Stored data entries:
# # # # # # #
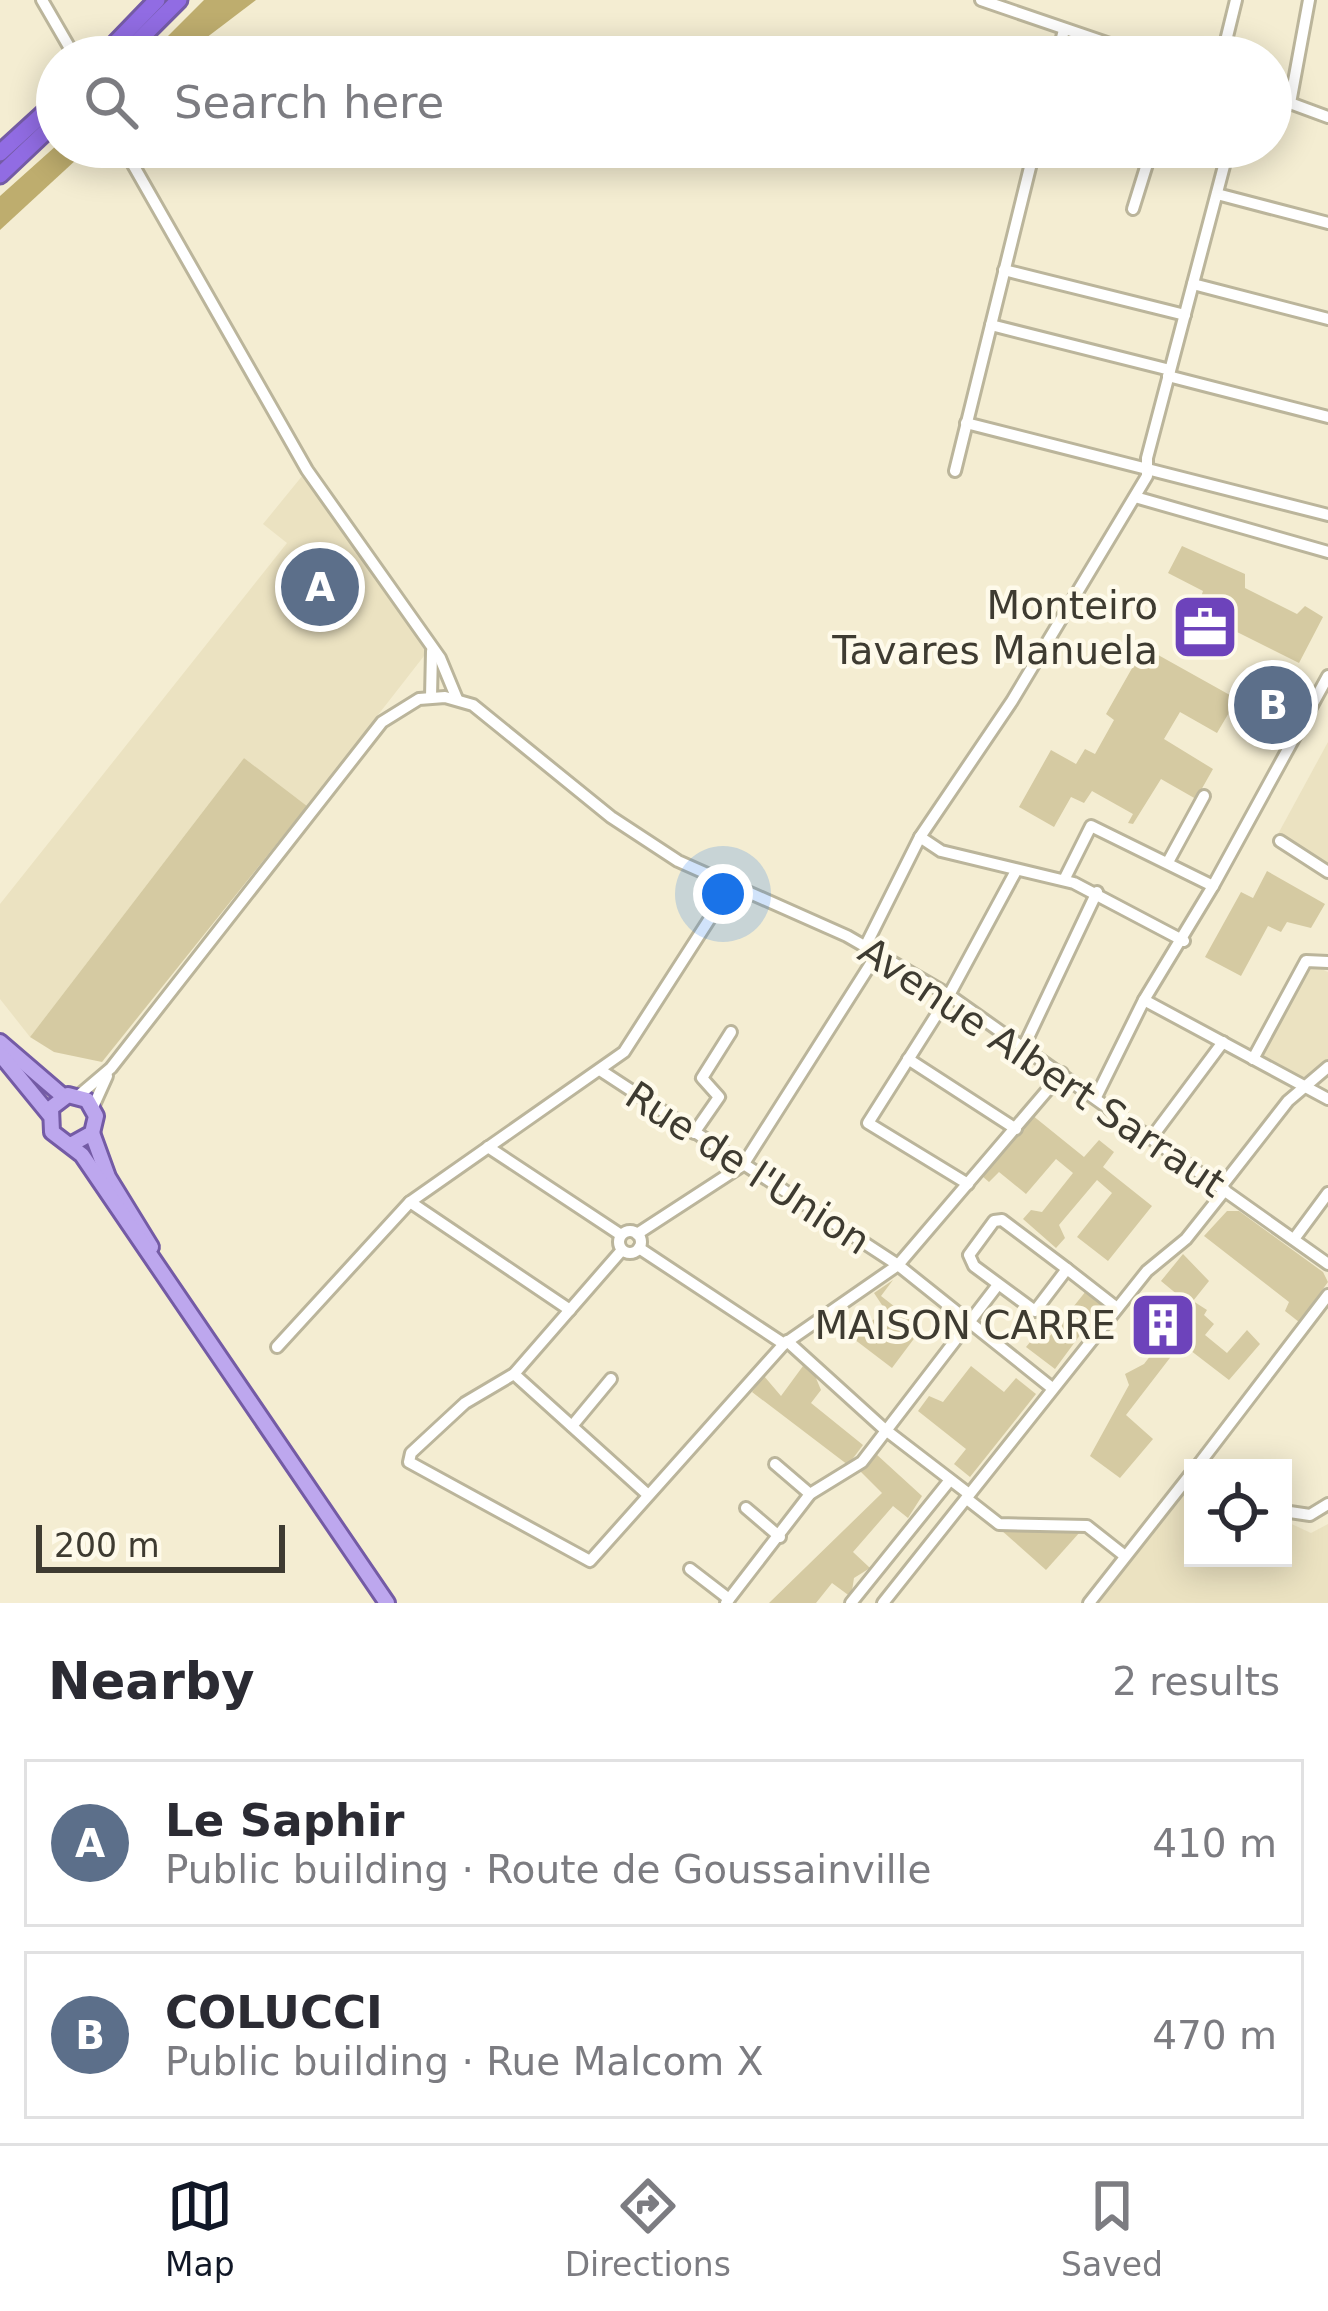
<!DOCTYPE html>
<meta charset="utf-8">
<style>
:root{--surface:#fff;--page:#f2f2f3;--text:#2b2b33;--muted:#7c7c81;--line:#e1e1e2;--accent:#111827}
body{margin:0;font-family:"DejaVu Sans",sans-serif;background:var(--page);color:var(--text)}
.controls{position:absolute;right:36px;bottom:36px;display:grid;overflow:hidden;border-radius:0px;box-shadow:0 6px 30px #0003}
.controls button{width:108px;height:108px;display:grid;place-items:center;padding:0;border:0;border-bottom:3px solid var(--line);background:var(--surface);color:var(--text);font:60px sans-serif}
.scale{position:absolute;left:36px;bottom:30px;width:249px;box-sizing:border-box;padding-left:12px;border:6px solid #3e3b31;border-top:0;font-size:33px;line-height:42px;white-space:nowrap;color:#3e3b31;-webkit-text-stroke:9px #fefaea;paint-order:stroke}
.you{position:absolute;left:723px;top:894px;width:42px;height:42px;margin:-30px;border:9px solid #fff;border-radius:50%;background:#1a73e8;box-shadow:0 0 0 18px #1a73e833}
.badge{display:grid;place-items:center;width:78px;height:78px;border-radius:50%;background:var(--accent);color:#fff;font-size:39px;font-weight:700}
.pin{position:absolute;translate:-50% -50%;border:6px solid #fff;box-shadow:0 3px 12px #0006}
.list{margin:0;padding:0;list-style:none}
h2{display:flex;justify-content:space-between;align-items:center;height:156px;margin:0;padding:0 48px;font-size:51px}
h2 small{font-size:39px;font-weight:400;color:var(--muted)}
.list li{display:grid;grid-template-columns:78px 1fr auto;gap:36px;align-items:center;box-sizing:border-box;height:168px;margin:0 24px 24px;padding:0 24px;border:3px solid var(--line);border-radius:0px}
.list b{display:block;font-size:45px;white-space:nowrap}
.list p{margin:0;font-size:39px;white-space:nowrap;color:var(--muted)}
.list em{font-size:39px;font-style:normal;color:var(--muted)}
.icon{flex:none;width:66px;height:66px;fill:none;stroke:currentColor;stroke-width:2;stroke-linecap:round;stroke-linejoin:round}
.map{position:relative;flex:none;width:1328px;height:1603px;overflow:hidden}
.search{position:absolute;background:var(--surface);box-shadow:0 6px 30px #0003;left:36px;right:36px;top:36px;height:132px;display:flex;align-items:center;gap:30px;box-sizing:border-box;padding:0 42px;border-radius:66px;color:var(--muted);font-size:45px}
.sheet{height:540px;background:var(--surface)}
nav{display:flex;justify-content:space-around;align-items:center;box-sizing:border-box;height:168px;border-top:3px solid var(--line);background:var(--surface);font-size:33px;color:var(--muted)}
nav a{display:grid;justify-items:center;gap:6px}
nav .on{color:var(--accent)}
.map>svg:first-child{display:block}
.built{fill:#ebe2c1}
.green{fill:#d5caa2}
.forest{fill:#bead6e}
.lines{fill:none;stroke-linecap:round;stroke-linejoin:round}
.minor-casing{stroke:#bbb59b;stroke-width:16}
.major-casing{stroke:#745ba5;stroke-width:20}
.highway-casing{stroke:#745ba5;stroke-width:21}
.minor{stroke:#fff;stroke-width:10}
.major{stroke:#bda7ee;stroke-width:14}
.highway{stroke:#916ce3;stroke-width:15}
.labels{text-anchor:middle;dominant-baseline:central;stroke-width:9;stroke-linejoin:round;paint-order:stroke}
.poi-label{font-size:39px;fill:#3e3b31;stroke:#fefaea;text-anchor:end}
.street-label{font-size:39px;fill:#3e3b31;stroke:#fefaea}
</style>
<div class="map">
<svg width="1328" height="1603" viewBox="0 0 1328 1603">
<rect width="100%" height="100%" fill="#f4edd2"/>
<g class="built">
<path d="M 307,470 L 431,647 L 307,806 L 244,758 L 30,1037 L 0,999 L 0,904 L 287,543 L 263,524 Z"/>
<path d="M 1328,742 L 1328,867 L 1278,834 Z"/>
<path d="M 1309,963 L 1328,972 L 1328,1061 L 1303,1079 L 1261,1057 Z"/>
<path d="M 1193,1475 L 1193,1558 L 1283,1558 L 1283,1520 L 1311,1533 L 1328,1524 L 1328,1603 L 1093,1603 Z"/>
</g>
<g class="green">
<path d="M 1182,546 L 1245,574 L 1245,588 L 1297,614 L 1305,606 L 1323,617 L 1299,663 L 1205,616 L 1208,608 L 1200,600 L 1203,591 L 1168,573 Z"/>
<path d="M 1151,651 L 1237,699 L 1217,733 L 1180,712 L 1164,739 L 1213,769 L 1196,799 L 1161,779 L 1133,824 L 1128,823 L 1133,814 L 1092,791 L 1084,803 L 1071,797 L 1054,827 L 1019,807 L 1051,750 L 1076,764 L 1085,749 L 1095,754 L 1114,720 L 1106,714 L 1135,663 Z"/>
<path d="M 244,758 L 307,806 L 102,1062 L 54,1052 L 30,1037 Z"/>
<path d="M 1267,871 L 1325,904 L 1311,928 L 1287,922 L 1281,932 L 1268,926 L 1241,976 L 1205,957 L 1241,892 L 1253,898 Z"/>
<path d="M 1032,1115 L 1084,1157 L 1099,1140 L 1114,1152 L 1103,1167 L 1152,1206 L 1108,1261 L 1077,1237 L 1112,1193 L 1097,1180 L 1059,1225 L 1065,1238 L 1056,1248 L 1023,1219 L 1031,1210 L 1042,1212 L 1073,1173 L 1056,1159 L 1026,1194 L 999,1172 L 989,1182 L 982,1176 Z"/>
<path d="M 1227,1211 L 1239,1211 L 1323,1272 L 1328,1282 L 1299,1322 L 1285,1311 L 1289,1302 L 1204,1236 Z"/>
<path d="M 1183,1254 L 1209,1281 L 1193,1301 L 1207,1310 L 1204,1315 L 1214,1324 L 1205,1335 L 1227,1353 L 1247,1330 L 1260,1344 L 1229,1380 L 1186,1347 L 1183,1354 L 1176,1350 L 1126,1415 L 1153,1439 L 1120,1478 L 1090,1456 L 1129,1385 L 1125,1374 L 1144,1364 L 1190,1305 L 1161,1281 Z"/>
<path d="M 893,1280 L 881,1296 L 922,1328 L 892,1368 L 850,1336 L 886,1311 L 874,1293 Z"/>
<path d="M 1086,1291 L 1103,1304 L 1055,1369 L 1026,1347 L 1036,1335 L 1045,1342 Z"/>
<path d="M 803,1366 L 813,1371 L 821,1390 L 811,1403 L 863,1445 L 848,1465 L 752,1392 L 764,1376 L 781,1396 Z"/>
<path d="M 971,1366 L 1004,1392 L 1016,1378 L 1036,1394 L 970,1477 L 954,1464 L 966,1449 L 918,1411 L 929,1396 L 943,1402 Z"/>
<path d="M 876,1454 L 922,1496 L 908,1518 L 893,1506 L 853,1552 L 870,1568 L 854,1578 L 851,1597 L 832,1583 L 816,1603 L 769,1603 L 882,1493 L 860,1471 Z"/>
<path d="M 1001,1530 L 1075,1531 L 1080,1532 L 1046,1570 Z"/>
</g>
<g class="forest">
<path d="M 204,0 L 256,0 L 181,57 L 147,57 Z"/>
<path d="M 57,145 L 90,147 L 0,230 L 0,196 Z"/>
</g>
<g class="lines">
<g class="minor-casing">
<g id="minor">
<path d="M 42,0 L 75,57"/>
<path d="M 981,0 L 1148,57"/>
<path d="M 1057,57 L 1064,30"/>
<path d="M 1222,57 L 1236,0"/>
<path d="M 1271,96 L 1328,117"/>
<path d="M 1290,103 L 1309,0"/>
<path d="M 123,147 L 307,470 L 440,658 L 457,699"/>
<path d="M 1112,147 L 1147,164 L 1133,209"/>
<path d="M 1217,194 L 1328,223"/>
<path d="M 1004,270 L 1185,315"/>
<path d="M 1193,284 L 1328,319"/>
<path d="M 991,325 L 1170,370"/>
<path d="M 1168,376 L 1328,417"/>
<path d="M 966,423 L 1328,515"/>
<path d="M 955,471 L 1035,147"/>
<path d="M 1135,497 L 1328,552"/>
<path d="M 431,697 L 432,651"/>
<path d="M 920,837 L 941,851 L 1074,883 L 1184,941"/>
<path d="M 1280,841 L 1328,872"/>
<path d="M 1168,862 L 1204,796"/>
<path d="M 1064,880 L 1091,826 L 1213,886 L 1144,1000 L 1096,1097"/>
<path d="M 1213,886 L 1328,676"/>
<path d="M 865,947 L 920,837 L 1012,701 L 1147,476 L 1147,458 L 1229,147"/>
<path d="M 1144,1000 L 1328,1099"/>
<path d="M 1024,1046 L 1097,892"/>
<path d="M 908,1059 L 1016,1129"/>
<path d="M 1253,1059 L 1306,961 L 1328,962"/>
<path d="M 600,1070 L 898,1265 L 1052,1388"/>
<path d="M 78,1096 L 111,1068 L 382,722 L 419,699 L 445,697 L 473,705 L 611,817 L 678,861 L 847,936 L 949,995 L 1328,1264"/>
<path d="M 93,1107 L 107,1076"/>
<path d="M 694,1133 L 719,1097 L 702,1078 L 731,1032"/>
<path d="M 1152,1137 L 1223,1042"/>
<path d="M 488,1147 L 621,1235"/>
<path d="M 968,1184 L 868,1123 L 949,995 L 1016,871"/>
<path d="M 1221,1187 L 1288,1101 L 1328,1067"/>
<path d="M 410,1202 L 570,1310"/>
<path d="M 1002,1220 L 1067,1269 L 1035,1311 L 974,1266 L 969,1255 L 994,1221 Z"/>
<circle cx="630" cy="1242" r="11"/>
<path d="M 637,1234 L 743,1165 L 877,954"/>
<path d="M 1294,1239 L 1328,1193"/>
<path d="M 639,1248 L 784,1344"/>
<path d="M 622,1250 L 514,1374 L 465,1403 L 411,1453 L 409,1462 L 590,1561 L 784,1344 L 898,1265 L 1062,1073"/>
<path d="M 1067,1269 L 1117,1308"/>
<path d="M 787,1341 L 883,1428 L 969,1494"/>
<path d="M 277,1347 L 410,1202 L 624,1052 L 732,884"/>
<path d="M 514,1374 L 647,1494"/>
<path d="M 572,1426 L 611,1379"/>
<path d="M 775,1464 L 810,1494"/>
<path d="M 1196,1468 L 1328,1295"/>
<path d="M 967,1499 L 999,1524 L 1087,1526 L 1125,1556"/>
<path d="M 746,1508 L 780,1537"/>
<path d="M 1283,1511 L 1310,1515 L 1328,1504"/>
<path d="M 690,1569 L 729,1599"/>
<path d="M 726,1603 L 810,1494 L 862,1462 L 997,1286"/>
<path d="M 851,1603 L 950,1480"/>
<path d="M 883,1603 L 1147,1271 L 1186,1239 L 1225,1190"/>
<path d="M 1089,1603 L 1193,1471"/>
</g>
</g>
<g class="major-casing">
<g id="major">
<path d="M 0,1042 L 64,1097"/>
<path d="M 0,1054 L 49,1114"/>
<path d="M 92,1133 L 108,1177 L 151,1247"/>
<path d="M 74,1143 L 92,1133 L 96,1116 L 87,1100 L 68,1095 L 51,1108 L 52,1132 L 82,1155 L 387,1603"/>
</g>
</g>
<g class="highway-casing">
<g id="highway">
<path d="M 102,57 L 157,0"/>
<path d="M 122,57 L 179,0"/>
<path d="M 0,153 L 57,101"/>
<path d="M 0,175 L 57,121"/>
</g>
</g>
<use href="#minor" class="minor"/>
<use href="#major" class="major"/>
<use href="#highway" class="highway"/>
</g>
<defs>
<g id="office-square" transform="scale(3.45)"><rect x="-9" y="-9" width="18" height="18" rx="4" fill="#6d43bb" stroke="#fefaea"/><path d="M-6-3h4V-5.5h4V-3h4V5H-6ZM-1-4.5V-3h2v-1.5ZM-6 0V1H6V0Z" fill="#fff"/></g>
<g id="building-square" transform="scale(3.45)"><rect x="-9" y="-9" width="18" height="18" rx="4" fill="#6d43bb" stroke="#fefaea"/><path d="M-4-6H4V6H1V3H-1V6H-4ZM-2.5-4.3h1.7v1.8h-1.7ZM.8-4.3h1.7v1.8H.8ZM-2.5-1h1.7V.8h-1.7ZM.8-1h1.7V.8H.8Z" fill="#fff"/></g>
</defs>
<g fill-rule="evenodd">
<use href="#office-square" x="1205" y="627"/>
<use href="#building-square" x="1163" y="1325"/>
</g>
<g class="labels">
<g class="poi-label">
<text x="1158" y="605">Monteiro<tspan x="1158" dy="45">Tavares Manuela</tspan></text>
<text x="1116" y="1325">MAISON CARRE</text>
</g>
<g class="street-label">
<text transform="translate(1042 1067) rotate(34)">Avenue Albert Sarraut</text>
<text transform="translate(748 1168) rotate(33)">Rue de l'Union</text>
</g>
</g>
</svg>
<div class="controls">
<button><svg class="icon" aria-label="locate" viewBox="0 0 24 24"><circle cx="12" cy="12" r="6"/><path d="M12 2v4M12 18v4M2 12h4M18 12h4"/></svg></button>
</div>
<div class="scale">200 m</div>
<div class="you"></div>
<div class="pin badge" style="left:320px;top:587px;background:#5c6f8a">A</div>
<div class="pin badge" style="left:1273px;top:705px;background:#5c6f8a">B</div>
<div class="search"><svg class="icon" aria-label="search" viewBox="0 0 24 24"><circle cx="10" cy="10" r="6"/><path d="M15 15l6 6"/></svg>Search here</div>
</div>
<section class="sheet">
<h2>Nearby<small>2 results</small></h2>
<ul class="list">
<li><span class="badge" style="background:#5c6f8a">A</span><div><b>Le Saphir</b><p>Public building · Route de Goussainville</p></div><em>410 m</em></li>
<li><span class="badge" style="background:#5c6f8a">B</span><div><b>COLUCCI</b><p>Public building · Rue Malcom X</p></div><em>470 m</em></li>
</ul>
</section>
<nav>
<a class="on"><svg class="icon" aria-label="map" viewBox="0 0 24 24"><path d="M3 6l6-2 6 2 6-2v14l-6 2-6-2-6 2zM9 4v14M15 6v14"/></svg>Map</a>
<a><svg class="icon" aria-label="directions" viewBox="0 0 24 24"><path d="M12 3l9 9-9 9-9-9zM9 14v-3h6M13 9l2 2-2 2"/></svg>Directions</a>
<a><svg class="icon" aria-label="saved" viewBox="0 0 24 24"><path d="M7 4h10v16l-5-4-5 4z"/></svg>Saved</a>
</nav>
# # # # # # #
The answer should be a number alone: how many lines of the entries hold the word "nowrap"?

3